Environment Variables

Most containers are set up to take environment variables to configure things like database connections or passwords. This varies wildly based on the container you're using. These two items are particular to our in-house configuration library, but I've left them in place as an example of how to pass through environment variables.

  ApplicationConfiguration:
    Type: String
    Description: Configuration variable for application
    Default: ""
  ApplicationSecrets:
    Type: String
    Description: Secrets variable for application
    Default: ""

ECS Image

A server has to run an actual operating system, but luckily Amazon handles that for us by providing an OS image that's already set up to work as a container "worker node". This lets you deploy EC2 instances for ECS without having to ever touch Linux or a command line. This parameter isn't meant to be changed, it's just a mechanism to pick the recommended EC2 image.

  LatestAmiId:
    Type: 'AWS::SSM::Parameter::Value'
    Default: '/aws/service/ecs/optimized-ami/amazon-linux-2/recommended/image_id'
    Description: AMI to use for EC2 instances

EC2 Sizing

These two variables set the instance type and max number of EC2 instances. Just like with the number of containers, you always want to set a maximum number of containers to make sure you won't get an enormous AWS bill. This template is defaulting to t3a.medium which is a burstable type and not normally used for production, but it will keep your bill down while playing around. Unless you particularly need Intel, AMD instance types are slightly cheaper.

  Ec2PoolInstanceType:
    Type: String
    Default: t3a.medium
    Description: Instance type to use for EC2 Pool
  Ec2PoolMaxSize:
    Type: Number
    Default: 5
    Description: Max number of instances in EC2 Pool

Resources Section

The parameters section defined things passed in to the template, and the resources section of the template is where we define actual resources to be created. Each of the sections corresponds to something you could create manually through the console - this reference describes each resource and what values need to be passed in to each one.

Proxy Stuff

On AWS you normally use an application load balancer (ALB) to spread the incoming load across one or more containers. Application Load Balancers are a specific type of load balancer that's meant for HTTP traffic, instead of something that just forwards TCP connections like a firewall doing destination NAT. In an on-premises installation the function of an ALB would be performed by software like HAproxy or NGINX, or in large installations something like an F5 BIG-IP.

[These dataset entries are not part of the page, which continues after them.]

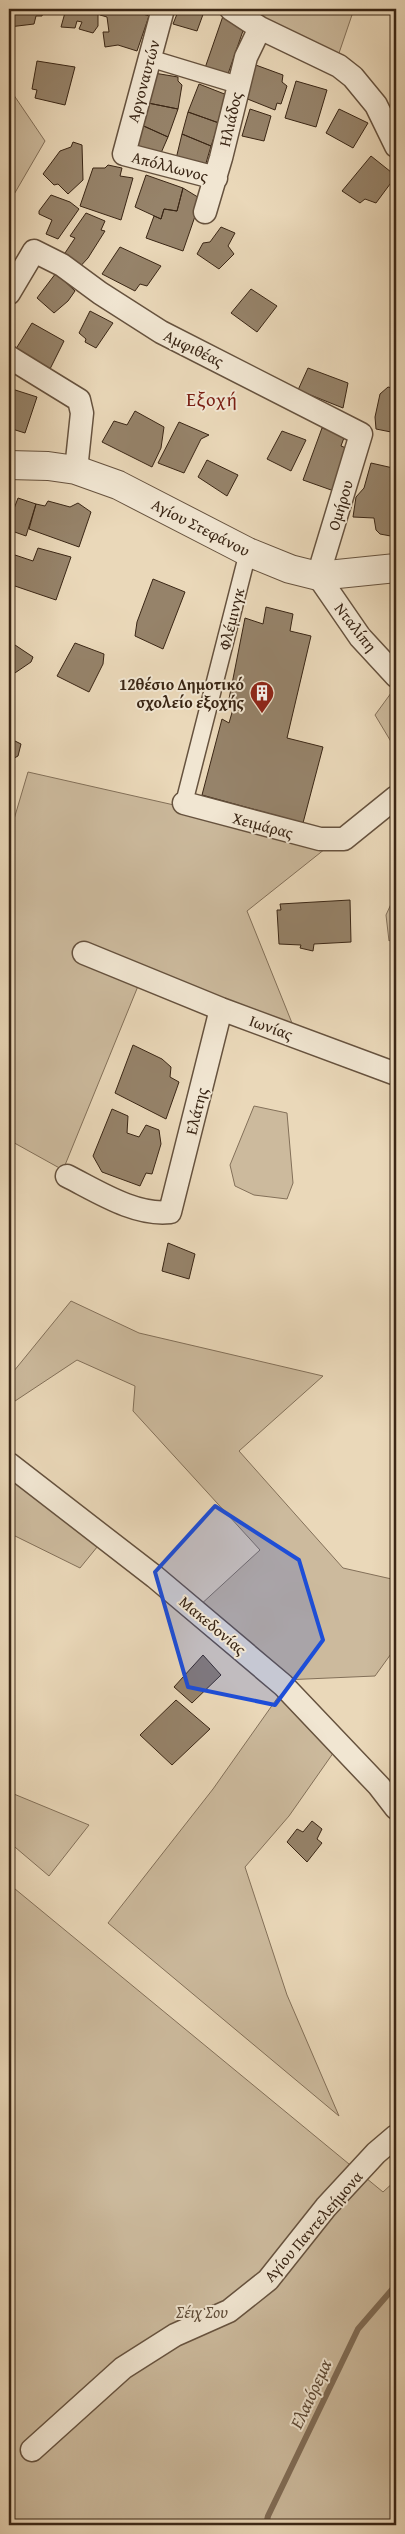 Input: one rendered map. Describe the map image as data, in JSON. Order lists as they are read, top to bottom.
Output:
{
  "streets": {
    "street": [
      "Αργοναυτών",
      "Ηλιάδος",
      "Απόλλωνος",
      "Αμφιθέας",
      "Ομήρου",
      "Αγίου Στεφάνου",
      "Φλέμινγκ",
      "Νταλίπη",
      "Χειμάρας",
      "Ιωνίας",
      "Ελάτης",
      "Μακεδονίας",
      "Αγίου Παντελεήμονα"
    ]
  },
  "crossings": [
    ["Αργοναυτών", "Απόλλωνος"],
    ["Ηλιάδος", "Απόλλωνος"],
    ["Αμφιθέας", "Ομήρου"],
    ["Ομήρου", "Αγίου Στεφάνου"],
    ["Ομήρου", "Νταλίπη"],
    ["Αγίου Στεφάνου", "Φλέμινγκ"],
    ["Αγίου Στεφάνου", "Νταλίπη"],
    ["Φλέμινγκ", "Χειμάρας"],
    ["Ιωνίας", "Ελάτης"]
  ],
  "districts": ["Εξοχή"],
  "water": ["Ελαιόρεμα"],
  "parks": ["Σέιχ Σου"],
  "places": {
    "building": ["12θέσιο Δημοτικό σχολείο εξοχής"]
  }
} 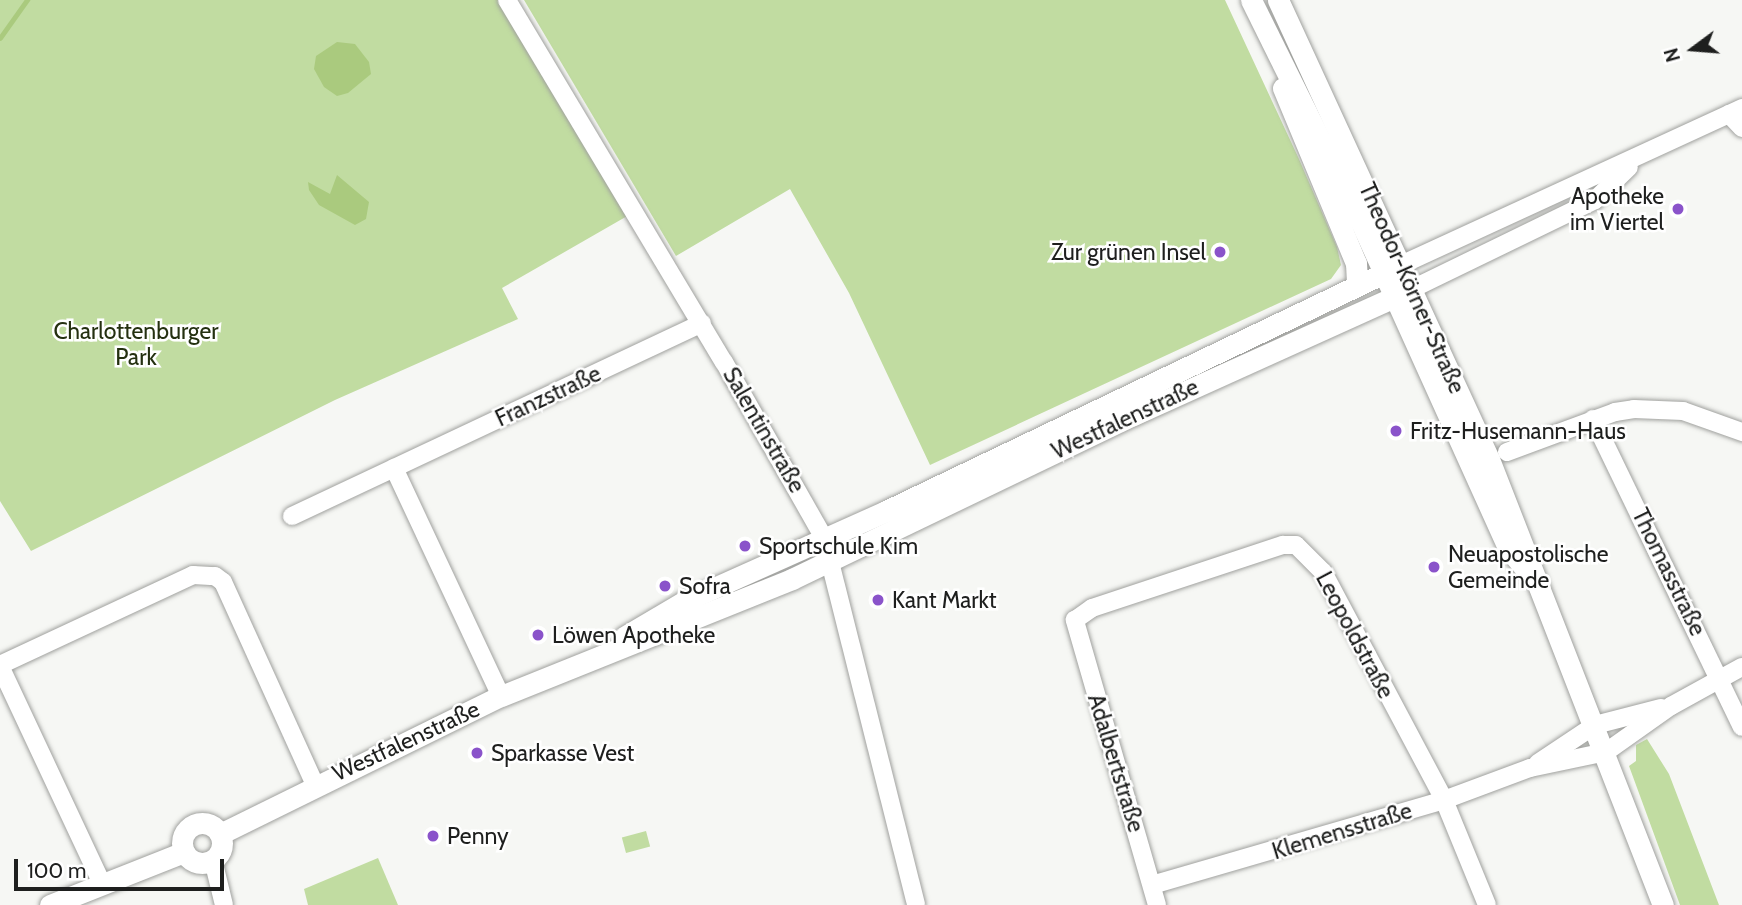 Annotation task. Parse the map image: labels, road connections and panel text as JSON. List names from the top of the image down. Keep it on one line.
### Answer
{"streets":{"main road":["Theodor-Körner-Straße","Westfalenstraße"],"street":["Franzstraße","Salentinstraße","Thomasstraße","Leopoldstraße","Adalbertstraße","Klemensstraße"]},"crossings":[["Theodor-Körner-Straße","Westfalenstraße"],["Theodor-Körner-Straße","Klemensstraße"],["Franzstraße","Salentinstraße"],["Westfalenstraße","Salentinstraße"],["Leopoldstraße","Adalbertstraße"],["Leopoldstraße","Klemensstraße"],["Adalbertstraße","Klemensstraße"]],"parks":["Charlottenburger Park"],"places":["Apotheke im Viertel","Zur grünen Insel","Fritz-Husemann-Haus","Sportschule Kim","Neuapostolische Gemeinde","Sofra","Kant Markt","Löwen Apotheke","Sparkasse Vest","Penny"],"scale_bar":"100 m","north":"left"}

Declaring the Load Balancer

This section creates the load balancer instance, and assigns it to our public subnets so they can receive internet connections. In a normal production setup, you rarely see something in a public subnet that isn't some form of load balancer.

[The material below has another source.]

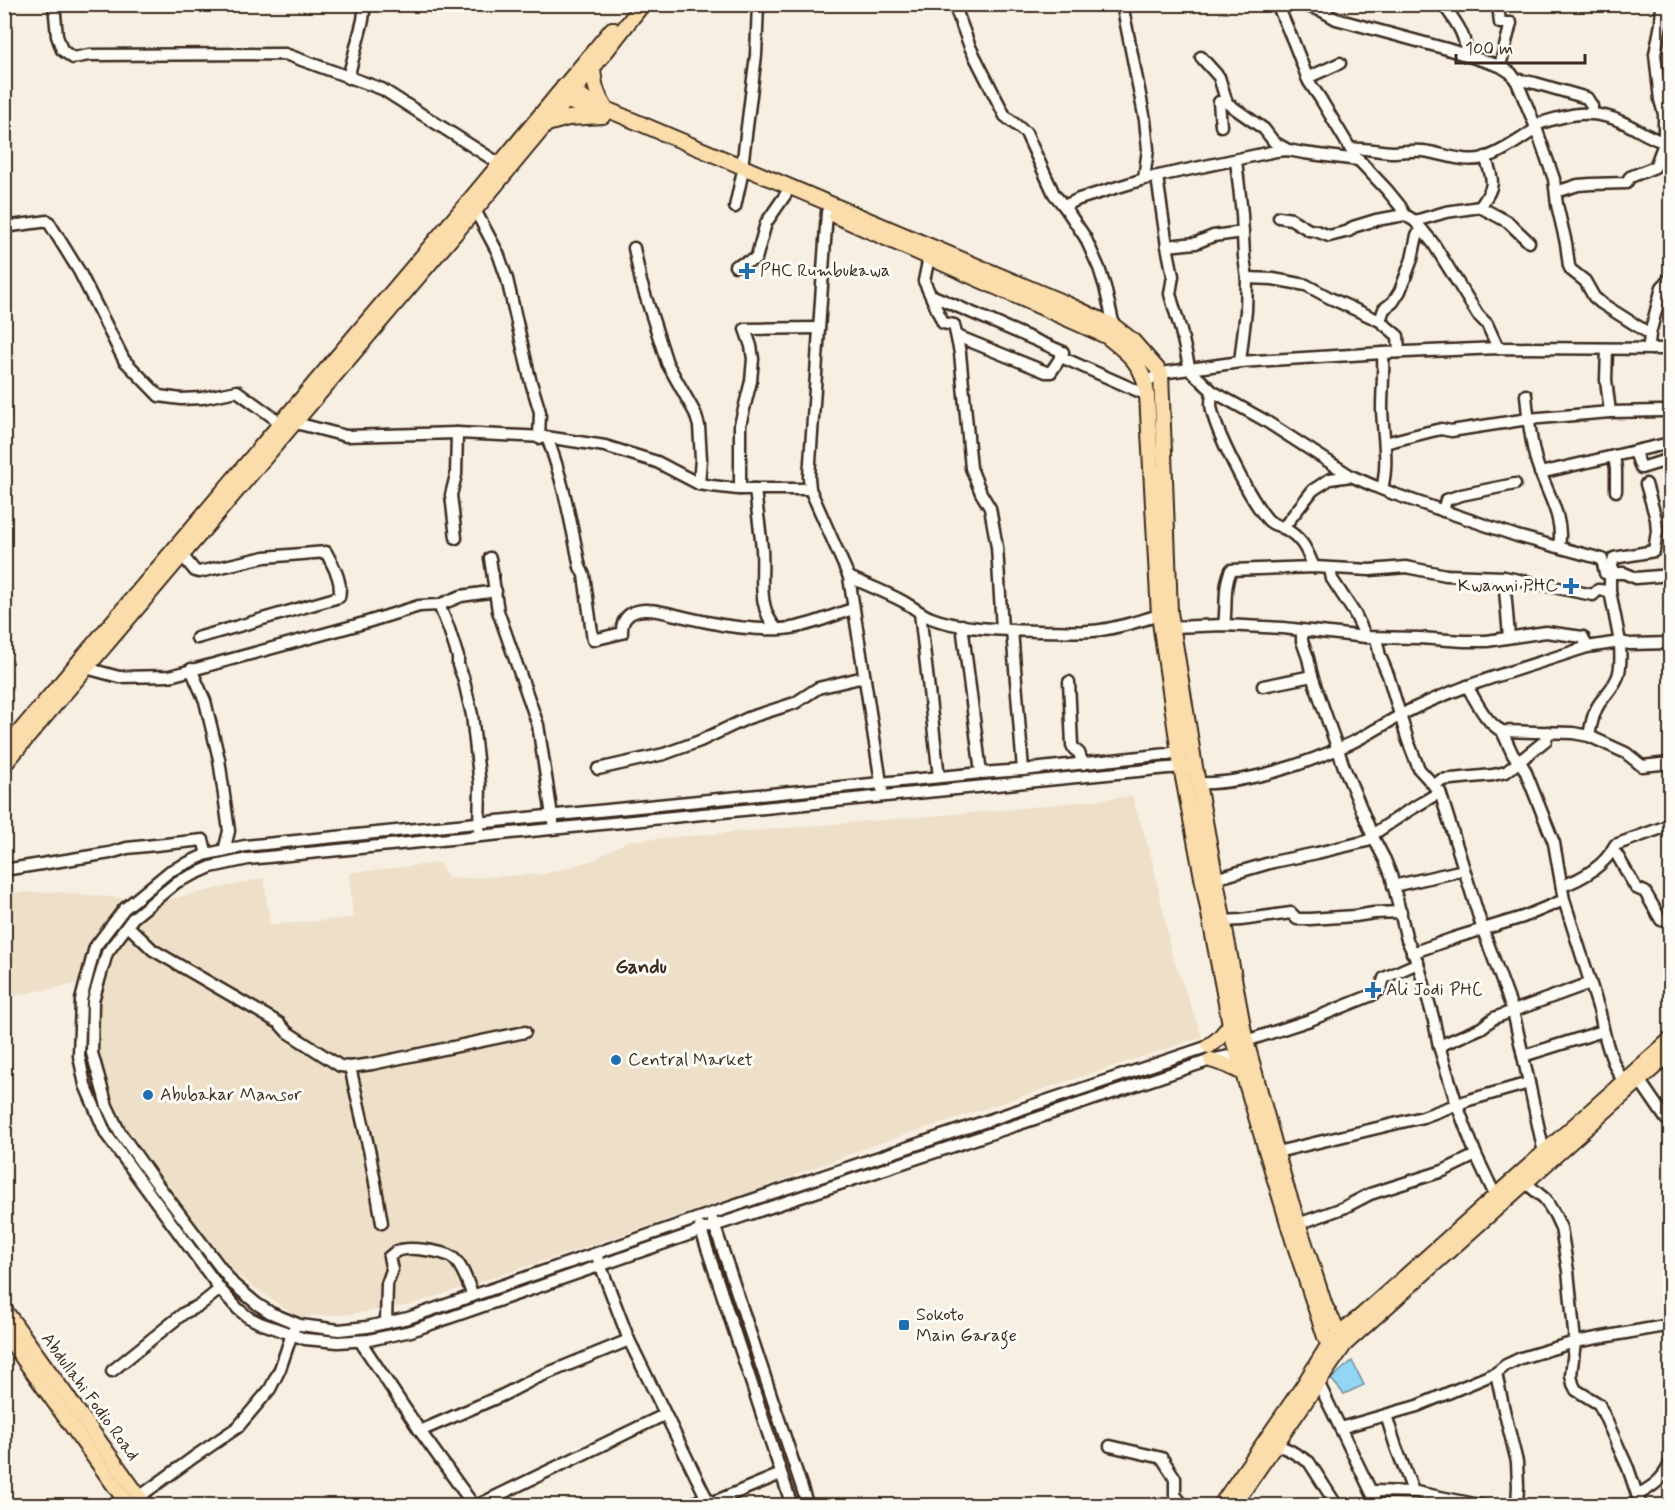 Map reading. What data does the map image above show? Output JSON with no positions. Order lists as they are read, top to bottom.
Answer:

The section !Join ['-', [!Ref ApplicationCode, lb]] is just combining the application code with the string "lb". So if the application is named smurf-website the load balancer will end up being named smurf-website-lb. You'll see this pattern throughout the template, so that when you see things in the AWS console things you can tell what they're used for.

  ApplicationLoadBalancer:
    Type: AWS::ElasticLoadBalancingV2::LoadBalancer
    Properties:
      Name: !Join ['-', [!Ref ApplicationCode, lb]]
      Type: application
      IpAddressType: ipv4
      Scheme: internet-facing
      SecurityGroups:
        - !Ref LoadBalancerSecurityGroup
      Subnets:
        - !Ref PublicSubnetA
        - !Ref PublicSubnetB

Setting the DNS Name

This section creates the DNS record that points to the load balancer. Application Load Balancers don't have static IPs - they have a static DNS name that looks like skeleton-lb-464432167434.us-east-1.elb.amazonaws.com. You obviously don't want to use that name, so this section adds the name that we want as an alias for the long name. The end effect is similar to a CNAME record, but handled internally.

  ApplicationDns:
    Type: AWS::Route53::RecordSet
    Properties:
      HostedZoneId: !Ref ApplicationDnsZone
      Name: !Ref ApplicationDnsName
      Type: A
      AliasTarget:
        DNSName: !GetAtt "ApplicationLoadBalancer.DNSName"
        HostedZoneId: !GetAtt 'ApplicationLoadBalancer.CanonicalHostedZoneID'

Setting up the SSL Certificate

This section creates the SSL certificate for the domain name and stores it in Certificate Manager. Using ACM provides free SSL certificates, but more importantly ACM will automatically update the certificate for you. This section defines the certificate you want:

  ApplicationCertificate:
    Type: AWS::CertificateManager::Certificate
    Properties:
      DomainName: !Ref ApplicationDnsName
      ValidationMethod: DNS
      DomainValidationOptions:
        - DomainName: !Ref ApplicationDnsName
          HostedZoneId: !Ref ApplicationDnsZone

ACM creates the certificates the same way as Lets Encrypt - it has to create a DNS record to prove ownership of the domain. So if you don't have the DNS zone in Route53 it won't be able to function, and you'll have to install certificates by hand.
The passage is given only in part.